WHAT THE TASK ASKS: Your answer consists of the lines in the data that contain "rows". Copy each of them.
*** Opening THE DATA ***
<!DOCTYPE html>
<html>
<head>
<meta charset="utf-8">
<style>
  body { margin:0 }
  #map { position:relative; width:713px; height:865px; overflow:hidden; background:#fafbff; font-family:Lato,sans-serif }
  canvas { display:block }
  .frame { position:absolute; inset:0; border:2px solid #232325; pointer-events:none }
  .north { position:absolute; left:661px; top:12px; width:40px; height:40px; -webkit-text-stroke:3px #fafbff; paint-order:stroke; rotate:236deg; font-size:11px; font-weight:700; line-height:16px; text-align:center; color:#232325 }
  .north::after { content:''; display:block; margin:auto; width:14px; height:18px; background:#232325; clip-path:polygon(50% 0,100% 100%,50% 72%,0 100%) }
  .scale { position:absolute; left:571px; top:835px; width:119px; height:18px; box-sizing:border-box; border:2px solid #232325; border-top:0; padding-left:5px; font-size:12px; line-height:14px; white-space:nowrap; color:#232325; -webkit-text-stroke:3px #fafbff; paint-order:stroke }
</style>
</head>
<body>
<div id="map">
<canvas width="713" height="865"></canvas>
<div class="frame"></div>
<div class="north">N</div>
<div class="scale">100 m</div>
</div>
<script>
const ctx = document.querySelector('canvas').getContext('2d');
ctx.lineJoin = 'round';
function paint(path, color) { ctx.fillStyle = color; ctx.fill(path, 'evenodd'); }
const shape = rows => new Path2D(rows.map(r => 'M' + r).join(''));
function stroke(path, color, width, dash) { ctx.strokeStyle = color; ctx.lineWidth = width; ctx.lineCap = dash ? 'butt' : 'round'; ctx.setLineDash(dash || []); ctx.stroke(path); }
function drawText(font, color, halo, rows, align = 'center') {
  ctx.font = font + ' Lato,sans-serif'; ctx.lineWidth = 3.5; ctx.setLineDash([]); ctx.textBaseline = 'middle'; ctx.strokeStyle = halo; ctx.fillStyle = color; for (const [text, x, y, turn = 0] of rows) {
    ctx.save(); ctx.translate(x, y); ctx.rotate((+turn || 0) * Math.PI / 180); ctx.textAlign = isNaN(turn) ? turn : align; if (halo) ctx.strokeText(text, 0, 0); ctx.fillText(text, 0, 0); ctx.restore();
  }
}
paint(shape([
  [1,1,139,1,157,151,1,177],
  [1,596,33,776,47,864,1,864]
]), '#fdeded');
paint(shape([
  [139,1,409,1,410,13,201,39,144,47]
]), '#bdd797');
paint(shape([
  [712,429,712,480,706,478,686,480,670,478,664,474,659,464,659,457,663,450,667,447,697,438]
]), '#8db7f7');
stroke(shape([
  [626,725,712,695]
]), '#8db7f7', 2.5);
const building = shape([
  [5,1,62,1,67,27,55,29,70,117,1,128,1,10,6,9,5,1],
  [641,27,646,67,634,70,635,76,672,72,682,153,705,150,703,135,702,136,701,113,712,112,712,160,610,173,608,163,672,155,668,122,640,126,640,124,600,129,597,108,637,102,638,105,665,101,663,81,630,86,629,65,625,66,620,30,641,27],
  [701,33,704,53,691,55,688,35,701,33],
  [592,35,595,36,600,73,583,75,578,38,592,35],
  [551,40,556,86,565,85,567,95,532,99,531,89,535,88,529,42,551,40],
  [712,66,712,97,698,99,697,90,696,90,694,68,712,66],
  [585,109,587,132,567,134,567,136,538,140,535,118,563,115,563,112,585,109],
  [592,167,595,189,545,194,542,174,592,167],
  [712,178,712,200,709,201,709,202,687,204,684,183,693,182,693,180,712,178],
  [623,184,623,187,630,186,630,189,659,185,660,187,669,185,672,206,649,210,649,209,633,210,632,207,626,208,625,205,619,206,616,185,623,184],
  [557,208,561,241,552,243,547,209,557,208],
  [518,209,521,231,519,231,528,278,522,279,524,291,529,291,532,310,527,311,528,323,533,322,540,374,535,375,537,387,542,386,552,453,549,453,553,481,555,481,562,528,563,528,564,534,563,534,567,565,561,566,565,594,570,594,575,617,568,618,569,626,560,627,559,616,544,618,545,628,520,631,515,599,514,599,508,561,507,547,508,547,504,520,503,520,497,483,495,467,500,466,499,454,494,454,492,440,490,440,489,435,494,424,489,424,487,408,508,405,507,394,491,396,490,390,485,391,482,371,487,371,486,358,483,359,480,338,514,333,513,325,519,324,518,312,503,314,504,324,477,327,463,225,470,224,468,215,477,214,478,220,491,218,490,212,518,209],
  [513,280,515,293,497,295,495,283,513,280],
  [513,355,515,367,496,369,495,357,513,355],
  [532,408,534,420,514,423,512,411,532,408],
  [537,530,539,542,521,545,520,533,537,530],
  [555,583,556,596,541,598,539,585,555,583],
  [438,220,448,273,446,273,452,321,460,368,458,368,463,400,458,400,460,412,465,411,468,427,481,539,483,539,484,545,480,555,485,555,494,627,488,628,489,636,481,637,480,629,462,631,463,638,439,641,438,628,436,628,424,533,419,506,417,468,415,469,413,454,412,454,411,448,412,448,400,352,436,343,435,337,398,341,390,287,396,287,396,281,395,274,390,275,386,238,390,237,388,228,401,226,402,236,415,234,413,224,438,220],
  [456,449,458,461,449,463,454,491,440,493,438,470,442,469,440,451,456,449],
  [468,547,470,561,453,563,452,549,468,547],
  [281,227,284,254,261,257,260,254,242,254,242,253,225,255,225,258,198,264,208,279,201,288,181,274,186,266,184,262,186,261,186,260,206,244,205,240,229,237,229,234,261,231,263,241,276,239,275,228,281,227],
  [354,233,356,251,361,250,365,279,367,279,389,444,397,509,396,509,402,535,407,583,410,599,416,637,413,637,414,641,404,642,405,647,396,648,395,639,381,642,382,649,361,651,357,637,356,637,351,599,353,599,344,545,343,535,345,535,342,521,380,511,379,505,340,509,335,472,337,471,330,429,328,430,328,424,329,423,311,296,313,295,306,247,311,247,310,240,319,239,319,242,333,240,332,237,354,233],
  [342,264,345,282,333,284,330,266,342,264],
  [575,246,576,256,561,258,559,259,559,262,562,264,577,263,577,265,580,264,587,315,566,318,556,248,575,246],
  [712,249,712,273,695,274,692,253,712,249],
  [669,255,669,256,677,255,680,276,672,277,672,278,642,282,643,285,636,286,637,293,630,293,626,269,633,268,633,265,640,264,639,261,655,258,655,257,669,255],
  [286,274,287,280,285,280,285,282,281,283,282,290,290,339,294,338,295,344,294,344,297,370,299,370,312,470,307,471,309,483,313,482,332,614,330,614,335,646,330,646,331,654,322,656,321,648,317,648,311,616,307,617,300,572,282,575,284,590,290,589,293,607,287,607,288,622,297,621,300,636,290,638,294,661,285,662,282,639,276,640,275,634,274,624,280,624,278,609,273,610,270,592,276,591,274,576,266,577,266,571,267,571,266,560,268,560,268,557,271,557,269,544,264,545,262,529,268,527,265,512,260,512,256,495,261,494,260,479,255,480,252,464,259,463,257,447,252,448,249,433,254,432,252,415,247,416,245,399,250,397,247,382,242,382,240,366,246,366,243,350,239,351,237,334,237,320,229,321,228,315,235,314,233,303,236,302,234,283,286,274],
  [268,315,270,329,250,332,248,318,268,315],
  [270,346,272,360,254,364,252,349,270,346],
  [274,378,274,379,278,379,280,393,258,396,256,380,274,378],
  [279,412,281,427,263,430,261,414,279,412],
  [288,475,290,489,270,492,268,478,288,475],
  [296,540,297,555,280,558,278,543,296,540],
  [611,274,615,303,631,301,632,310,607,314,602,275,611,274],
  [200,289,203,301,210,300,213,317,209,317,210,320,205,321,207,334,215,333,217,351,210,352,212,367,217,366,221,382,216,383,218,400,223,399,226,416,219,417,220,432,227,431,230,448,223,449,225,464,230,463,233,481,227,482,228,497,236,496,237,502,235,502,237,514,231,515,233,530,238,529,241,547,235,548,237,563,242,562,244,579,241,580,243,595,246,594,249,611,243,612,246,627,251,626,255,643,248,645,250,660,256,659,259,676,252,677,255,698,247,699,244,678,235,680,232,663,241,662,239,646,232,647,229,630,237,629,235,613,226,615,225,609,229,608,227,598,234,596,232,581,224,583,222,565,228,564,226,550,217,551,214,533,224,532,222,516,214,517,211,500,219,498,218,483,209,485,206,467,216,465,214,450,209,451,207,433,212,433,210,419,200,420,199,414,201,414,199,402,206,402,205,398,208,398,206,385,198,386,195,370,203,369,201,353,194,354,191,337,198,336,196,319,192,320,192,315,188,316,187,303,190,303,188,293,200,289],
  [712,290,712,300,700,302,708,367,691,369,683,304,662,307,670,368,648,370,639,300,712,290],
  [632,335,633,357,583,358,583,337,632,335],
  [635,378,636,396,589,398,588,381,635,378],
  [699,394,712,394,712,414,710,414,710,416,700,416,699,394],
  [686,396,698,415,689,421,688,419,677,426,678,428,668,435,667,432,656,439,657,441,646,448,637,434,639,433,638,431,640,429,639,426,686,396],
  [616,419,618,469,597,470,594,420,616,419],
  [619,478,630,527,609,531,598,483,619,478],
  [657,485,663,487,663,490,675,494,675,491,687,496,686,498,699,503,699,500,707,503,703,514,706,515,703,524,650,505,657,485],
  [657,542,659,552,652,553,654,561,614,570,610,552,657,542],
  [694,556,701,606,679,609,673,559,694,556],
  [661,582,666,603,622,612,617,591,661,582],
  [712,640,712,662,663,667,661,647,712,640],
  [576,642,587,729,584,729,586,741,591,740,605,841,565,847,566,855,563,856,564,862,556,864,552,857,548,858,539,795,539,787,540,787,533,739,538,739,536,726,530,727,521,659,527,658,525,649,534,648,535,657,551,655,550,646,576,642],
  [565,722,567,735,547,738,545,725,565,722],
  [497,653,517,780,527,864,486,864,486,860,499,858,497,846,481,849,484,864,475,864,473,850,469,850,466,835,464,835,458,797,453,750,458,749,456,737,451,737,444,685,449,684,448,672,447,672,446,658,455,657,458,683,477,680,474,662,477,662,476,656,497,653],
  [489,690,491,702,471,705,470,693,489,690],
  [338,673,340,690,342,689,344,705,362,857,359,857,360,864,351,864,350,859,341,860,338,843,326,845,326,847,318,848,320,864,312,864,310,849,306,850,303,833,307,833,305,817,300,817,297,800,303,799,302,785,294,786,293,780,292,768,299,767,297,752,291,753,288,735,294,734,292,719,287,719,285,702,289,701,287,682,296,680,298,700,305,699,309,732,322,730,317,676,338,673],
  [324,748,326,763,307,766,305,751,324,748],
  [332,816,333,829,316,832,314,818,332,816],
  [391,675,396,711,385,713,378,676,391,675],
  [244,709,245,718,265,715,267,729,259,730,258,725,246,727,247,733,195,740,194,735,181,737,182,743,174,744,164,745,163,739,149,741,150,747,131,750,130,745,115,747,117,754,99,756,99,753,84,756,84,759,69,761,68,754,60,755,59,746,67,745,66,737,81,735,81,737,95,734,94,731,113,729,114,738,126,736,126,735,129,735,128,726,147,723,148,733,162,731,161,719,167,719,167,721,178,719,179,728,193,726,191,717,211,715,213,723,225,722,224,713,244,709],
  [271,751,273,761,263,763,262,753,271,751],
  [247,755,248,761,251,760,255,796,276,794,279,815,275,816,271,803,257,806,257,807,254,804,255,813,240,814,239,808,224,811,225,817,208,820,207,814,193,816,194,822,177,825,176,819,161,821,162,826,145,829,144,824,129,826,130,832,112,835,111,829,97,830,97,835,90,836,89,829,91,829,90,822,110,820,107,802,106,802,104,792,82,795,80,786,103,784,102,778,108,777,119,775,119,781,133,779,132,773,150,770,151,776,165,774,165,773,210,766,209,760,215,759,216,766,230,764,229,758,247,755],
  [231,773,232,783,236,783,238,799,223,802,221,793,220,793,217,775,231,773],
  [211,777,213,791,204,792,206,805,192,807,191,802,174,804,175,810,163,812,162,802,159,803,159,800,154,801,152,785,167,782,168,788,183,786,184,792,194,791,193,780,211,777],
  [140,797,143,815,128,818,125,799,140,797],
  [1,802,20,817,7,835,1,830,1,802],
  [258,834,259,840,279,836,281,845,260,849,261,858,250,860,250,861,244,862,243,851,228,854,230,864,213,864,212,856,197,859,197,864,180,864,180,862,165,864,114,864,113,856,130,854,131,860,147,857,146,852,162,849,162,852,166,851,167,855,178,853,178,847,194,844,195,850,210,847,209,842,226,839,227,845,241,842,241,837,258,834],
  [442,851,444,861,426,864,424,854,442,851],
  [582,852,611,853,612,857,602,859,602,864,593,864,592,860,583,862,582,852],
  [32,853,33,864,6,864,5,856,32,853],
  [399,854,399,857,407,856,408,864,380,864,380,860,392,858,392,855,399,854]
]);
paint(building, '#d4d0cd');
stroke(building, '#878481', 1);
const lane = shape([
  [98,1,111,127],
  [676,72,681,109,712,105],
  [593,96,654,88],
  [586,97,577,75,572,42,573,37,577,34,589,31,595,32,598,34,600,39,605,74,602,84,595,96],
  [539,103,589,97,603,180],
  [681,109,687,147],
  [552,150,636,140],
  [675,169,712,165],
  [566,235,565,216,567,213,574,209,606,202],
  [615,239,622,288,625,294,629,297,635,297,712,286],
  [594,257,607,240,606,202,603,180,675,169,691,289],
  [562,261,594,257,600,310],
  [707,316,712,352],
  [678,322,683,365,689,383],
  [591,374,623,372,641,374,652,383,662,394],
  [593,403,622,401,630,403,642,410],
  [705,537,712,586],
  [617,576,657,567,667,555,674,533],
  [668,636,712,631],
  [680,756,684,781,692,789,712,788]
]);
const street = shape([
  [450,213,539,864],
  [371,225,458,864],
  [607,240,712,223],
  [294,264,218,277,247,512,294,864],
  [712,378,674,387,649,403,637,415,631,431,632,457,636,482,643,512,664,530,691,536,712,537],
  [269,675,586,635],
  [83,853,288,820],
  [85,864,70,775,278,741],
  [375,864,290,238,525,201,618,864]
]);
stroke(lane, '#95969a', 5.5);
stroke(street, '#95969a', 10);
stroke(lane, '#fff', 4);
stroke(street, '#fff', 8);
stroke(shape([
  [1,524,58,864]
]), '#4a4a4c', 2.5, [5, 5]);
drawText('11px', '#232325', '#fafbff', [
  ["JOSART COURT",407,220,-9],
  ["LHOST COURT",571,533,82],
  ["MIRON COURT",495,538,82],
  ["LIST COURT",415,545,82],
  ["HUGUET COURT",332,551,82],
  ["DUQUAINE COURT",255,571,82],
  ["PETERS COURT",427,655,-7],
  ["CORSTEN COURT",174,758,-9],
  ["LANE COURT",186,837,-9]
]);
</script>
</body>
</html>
*** Closing THE DATA ***
WORKED SOLUTION:
const shape = rows => new Path2D(rows.map(r => 'M' + r).join(''));
function drawText(font, color, halo, rows, align = 'center') {
  ctx.font = font + ' Lato,sans-serif'; ctx.lineWidth = 3.5; ctx.setLineDash([]); ctx.textBaseline = 'middle'; ctx.strokeStyle = halo; ctx.fillStyle = color; for (const [text, x, y, turn = 0] of rows) {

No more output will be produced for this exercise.